You are your own brand. Everything about how you dress, to the colors you choose and even your makeup routine, tells the world who you are and what you have to offer, especially when warming up to a new workplace environment. Whether it’s a small sales desk or a corporate corner office, this is a world where image is of the utmost importance.
Have you ever stopped to ask what others think when they see you? Do you have the professionalism and concierge of a flight attendant? Are you friendly? Or maybe you’re a bit stoic and serious. Once you set foot in the office environment, your looks matter, and it could be the one thing between you and that opportunity you’ve been seeking.
Cue the work uniform, and I’m not talking polos and khakis, either. This is the style staple that you’ll create for yourself to put your best heel forward in any and every setting, whether you’re cute and casual, or a boardroom beauty.

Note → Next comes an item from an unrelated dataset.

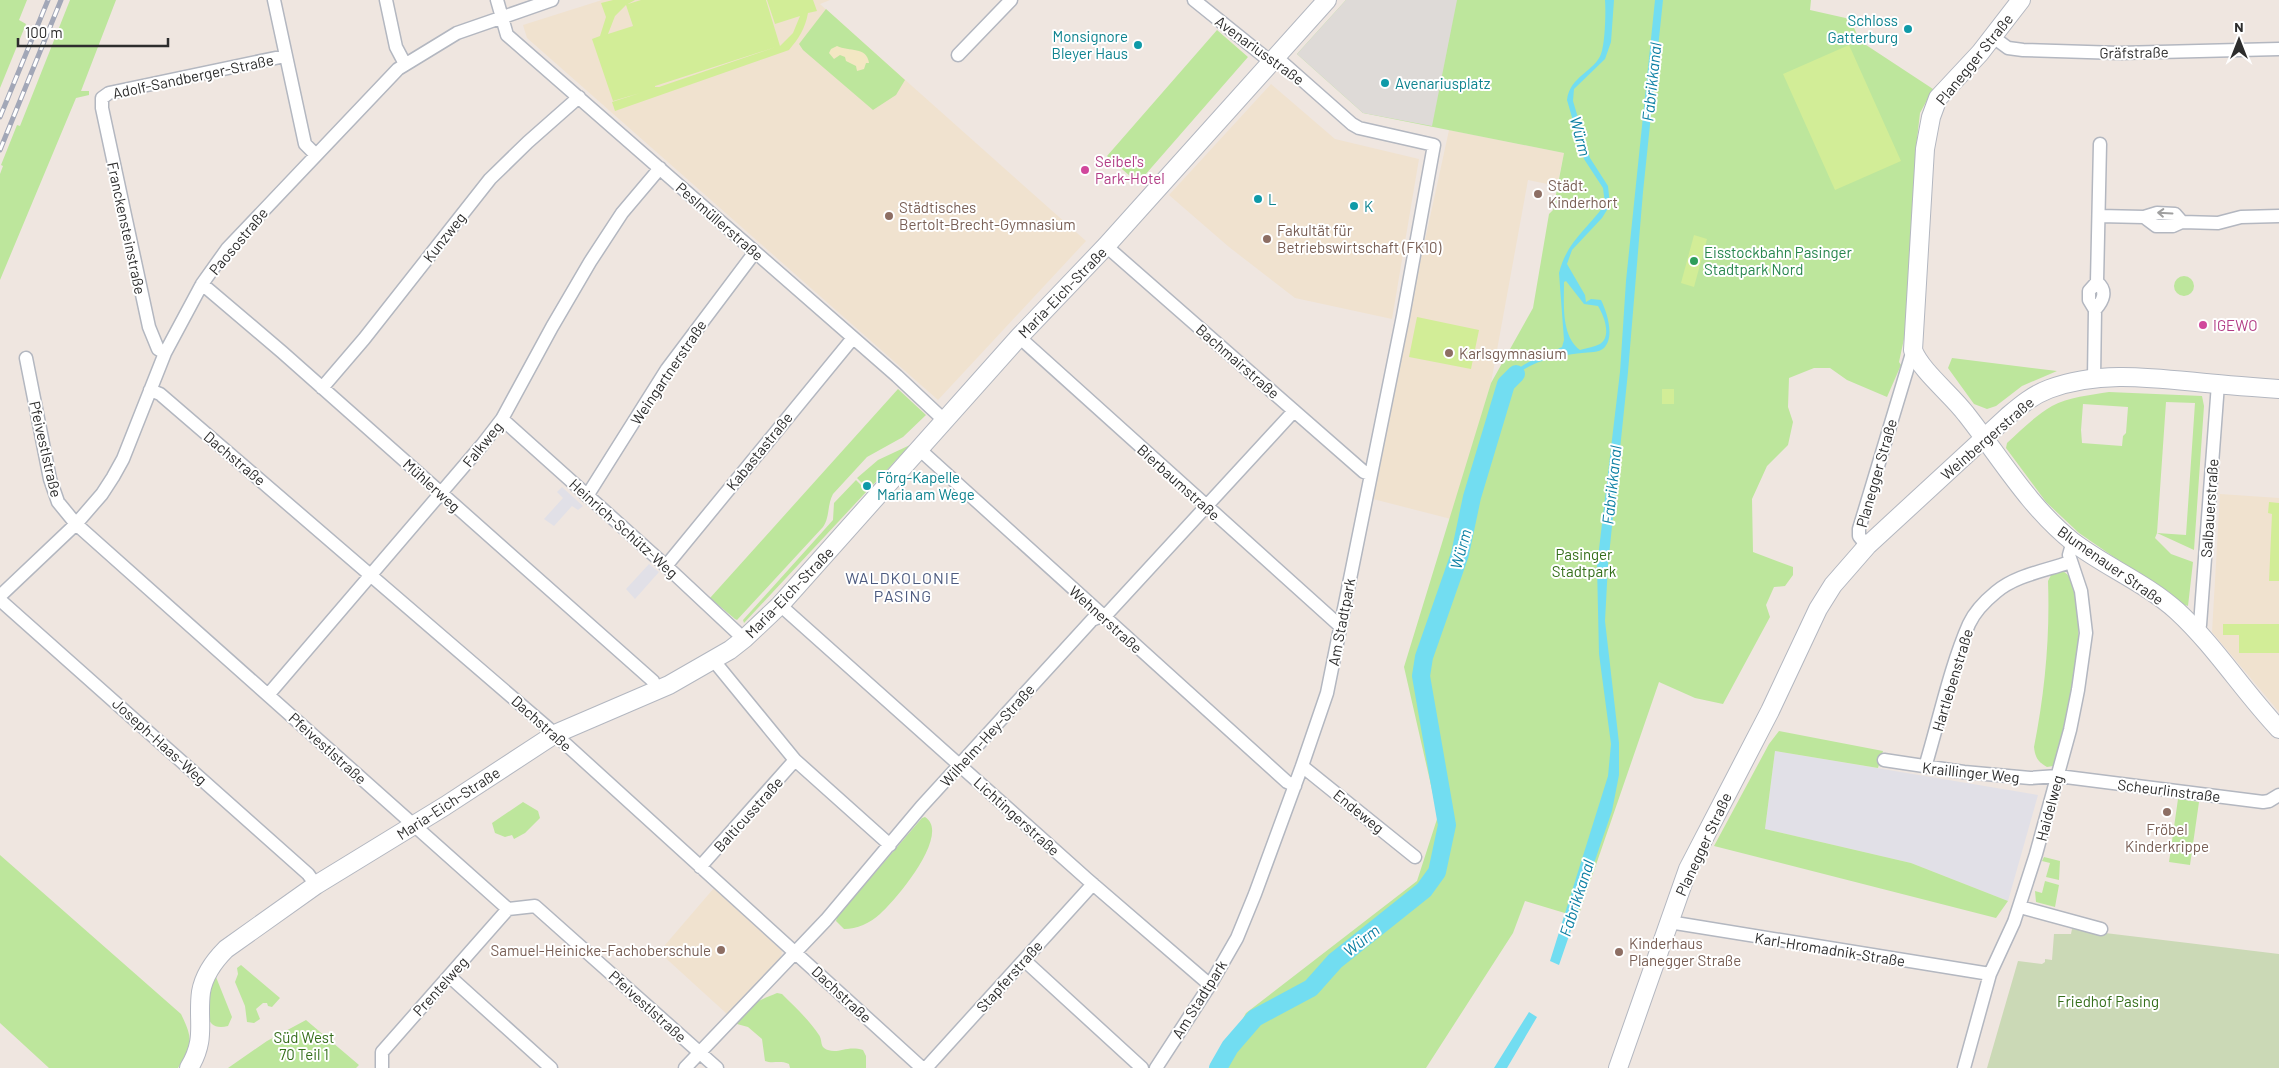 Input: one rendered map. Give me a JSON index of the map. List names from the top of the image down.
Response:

It’s kind of exciting to read the words “casual” in the company dress code. But for the career girl, this is a call to be something more than average. We’re going for a little competitive edge with a look that helps you stand out while staying within professional bounds. But casual can easily turn into chaos unless you settle on some practical staples in your work wardrobe.
Building Your Look
Since we’re not in a business setting, it’s okay to have some fun with color, prints, and patterns so long as you contrast it with color blocking. (For example, a leopard print blouse pairs best with a solid brown or black skirt.) This keeps your look from becoming extra.
For your top: You can go as simple as a tee or as fancy as a sheer top layered over a cami. (Just keep any and all cleavage out of the picture.)
Bottoms are best in solid colors to keep attention above the waist. And even though the company policy says casual, you’d do well to avoid denim anyway (or at least until jeans day comes around).
Bottoms are best in solid colors to keep attention above the waist.
Accessories: This is where you go all out from head to toe. Express yourself with eye-catching earrings and the sharpest shoes (because these are great conversation starters). The key is to be just above casual to get noticed but not so much that you take away from your great personality and the customer service experience.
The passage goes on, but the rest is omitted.